Sweeper the Brave


 April 24 2013

A page from History –‘Sweeper the Brave’ by Major General (retd) Syed Ali Hamid
—to the Editor a wonderful story of bravery—
We  thank Manzurul Haque and Sandy Pearson for forwarding it to the Koi-Hai web site


1 It is an insight into the working of Noble Leaders

and Brave follower.

Oh GOD !  give us both.


 The last line says it all...some were born sweepers,no fault of theirs but some were born,with a false sense of nobility but possessed the mentality of sweepers and did more damage to the institution and the nation.







              The British Indian Army has been accused of being an army of camp followers. Indeed without the services of the dhobi (washer man), cook, sweeper, mess waiter, cobbler, barber and the canteen contractor, administration in a regiment or battalion may just have collapsed. The battalion was akin to a village society in the Indian sub-continent. At the top was the commanding officer who was the head man and at the bottom-end was the contractors, tradesmen and the rest …the officers, VCOs and soldiers were the in-between. Of all the camp followers of yesteryear, probably the most famous was the Bhishti (water carrier) epitomized in Kipling’s poem Ganga Din.

I sha'n't forgit the night
When I dropped be'ind the fight
With a bullet where my belt-plate should 'a' been.
I was chokin' mad with thirst,
An' the man that spied me first
Was our good old grinnin', gruntin' Gunga Din.
'E lifted up my 'ead,
An' he plugged me where I bled,

An' 'e guv me 'arf-a-pint o' water green.

 Ganga Din meets his death while saving the British soldier and the poem ends with the verse:


Though I've belted you and flayed you,
By the livin' Gawd that made you,
You're a better man than I am, Gunga Din!


                           By the beginning of the Second World War the Bhishti was gone, replaced by the water trailer and the water bottle but the other non-combatants including the sweepers accompanied their battalions and brigades into battle from Rome till Rangoon.

          Most of the sweepers in the British Indian Army came from the cast of ‘untouchables’, (Harijans i.e. children of God as Gandhi called them) who were at the bottom of or outside the Hindu caste system. Five or six sweepers were authorised to a battalion and they went with the battalion wherever it went during peace and war and served with pride. A British officer serving in the Burma Campaign has memories of Sweeper Kantu who was attached to the battalion mess during the war:

“Unless in close contact with the enemy, one used the officer’s mess commode or ‘thunder box’ which was usually dug down and covered over, and was serviced by the officer’s mess sweeper in battalion headquarters. During much of the fighting in Burma our officers’ Mess sweeper was a diminutive man called Kantu. He was an enlisted follower; not armed but accompanied the battalion wherever it went and was subject to military law. He was a delightful little man, always smiling, always smart and took particular pride in his job; so much so that it was somewhat disconcerting when one had barely finished one’s daily offering to hear and see it being whipped away in preparation for the next arrival.
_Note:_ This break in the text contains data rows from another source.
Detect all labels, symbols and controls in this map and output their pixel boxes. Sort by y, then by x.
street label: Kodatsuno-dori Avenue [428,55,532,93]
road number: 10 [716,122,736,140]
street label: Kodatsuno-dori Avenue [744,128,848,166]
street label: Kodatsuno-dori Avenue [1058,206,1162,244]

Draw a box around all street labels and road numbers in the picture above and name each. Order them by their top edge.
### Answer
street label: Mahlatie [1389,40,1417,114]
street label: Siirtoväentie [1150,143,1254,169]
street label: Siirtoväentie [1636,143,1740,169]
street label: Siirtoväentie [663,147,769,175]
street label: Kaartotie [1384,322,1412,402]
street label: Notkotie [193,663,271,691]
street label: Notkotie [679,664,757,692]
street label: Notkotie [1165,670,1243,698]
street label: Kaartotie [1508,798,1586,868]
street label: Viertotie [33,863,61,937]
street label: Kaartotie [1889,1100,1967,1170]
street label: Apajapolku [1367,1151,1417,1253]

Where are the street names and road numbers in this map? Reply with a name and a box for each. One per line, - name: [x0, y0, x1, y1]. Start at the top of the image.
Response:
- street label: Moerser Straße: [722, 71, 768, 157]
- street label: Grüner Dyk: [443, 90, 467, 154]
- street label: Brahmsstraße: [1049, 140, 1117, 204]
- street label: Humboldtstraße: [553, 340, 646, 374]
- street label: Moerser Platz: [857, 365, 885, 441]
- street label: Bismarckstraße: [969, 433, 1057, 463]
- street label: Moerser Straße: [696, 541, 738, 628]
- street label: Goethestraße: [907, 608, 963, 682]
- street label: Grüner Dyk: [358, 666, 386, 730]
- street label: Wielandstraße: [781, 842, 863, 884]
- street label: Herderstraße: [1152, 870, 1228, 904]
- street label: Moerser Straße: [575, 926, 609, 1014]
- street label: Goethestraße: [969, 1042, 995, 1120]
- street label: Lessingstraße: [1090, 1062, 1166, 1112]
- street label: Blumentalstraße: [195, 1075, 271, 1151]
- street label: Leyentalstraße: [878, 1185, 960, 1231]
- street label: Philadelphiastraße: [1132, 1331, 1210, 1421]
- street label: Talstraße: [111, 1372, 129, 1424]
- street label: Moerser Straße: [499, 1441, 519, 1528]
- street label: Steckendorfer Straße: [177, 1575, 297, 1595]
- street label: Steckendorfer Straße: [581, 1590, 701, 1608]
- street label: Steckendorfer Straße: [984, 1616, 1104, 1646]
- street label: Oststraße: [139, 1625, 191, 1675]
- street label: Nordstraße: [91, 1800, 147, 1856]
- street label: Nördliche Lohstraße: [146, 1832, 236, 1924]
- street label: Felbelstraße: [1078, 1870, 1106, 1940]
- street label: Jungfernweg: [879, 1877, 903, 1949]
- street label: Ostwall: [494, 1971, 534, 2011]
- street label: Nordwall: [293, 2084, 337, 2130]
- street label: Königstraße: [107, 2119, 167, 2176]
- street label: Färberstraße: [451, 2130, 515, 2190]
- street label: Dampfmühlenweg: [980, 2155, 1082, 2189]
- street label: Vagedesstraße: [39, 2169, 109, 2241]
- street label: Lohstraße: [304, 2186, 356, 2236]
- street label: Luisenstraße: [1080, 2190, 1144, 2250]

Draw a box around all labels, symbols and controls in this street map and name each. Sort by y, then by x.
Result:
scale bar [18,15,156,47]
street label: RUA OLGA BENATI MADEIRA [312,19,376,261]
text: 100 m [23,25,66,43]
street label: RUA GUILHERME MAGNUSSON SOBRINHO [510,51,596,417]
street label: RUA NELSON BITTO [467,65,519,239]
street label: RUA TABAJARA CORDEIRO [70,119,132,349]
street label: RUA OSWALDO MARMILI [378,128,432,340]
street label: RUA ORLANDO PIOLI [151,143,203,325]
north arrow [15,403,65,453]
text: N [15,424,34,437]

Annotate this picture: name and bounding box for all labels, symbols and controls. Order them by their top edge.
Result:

During the after breakfast period he was always on duty near  the  Officers’ Mess thunder box tent/ dug-out  and  on  several  occasions when one  approached it, would come  smartly to attention, tuck his  sweeper’s brush under his left armpit (as  an officer  might his cane, in the days  when officers  carried a  cane), and give an immaculate  salute  with the words:

The Military Medal. The ‘other ranks’ equivalent of the Military Cross

                   Sweeper Govindan was serving in an Advance Dressing Station (ADS) but attached to a British battalion. He was assisting a group of injured British soldiers back to the ADS when they came upon a Japanese soldier hiding in the grass waiting to throw a grenade on this group. Govindan threw himself on the Japanese, dragged the grenade out of his hand and flung it away.  He then held onto the Japanese till help arrived. His citation for the award of a MM states “This Non-combatants initiative and courage in attacking and overpowering an armed man, though himself unarmed was of the highest order, and by this prompt action he probably saved the lives of his comrades.”

Sweeper Jia Lal’s award for a MM was for courage of a different type. He was serving in an ADS during one of the toughest battles of the Burma Campaign, the Battle of Kohima. It was the first major defeat suffered by the Japanese and the turning point of the campaign The ADS was located on Summer House Hill, the scene of some of the bitterest fighting.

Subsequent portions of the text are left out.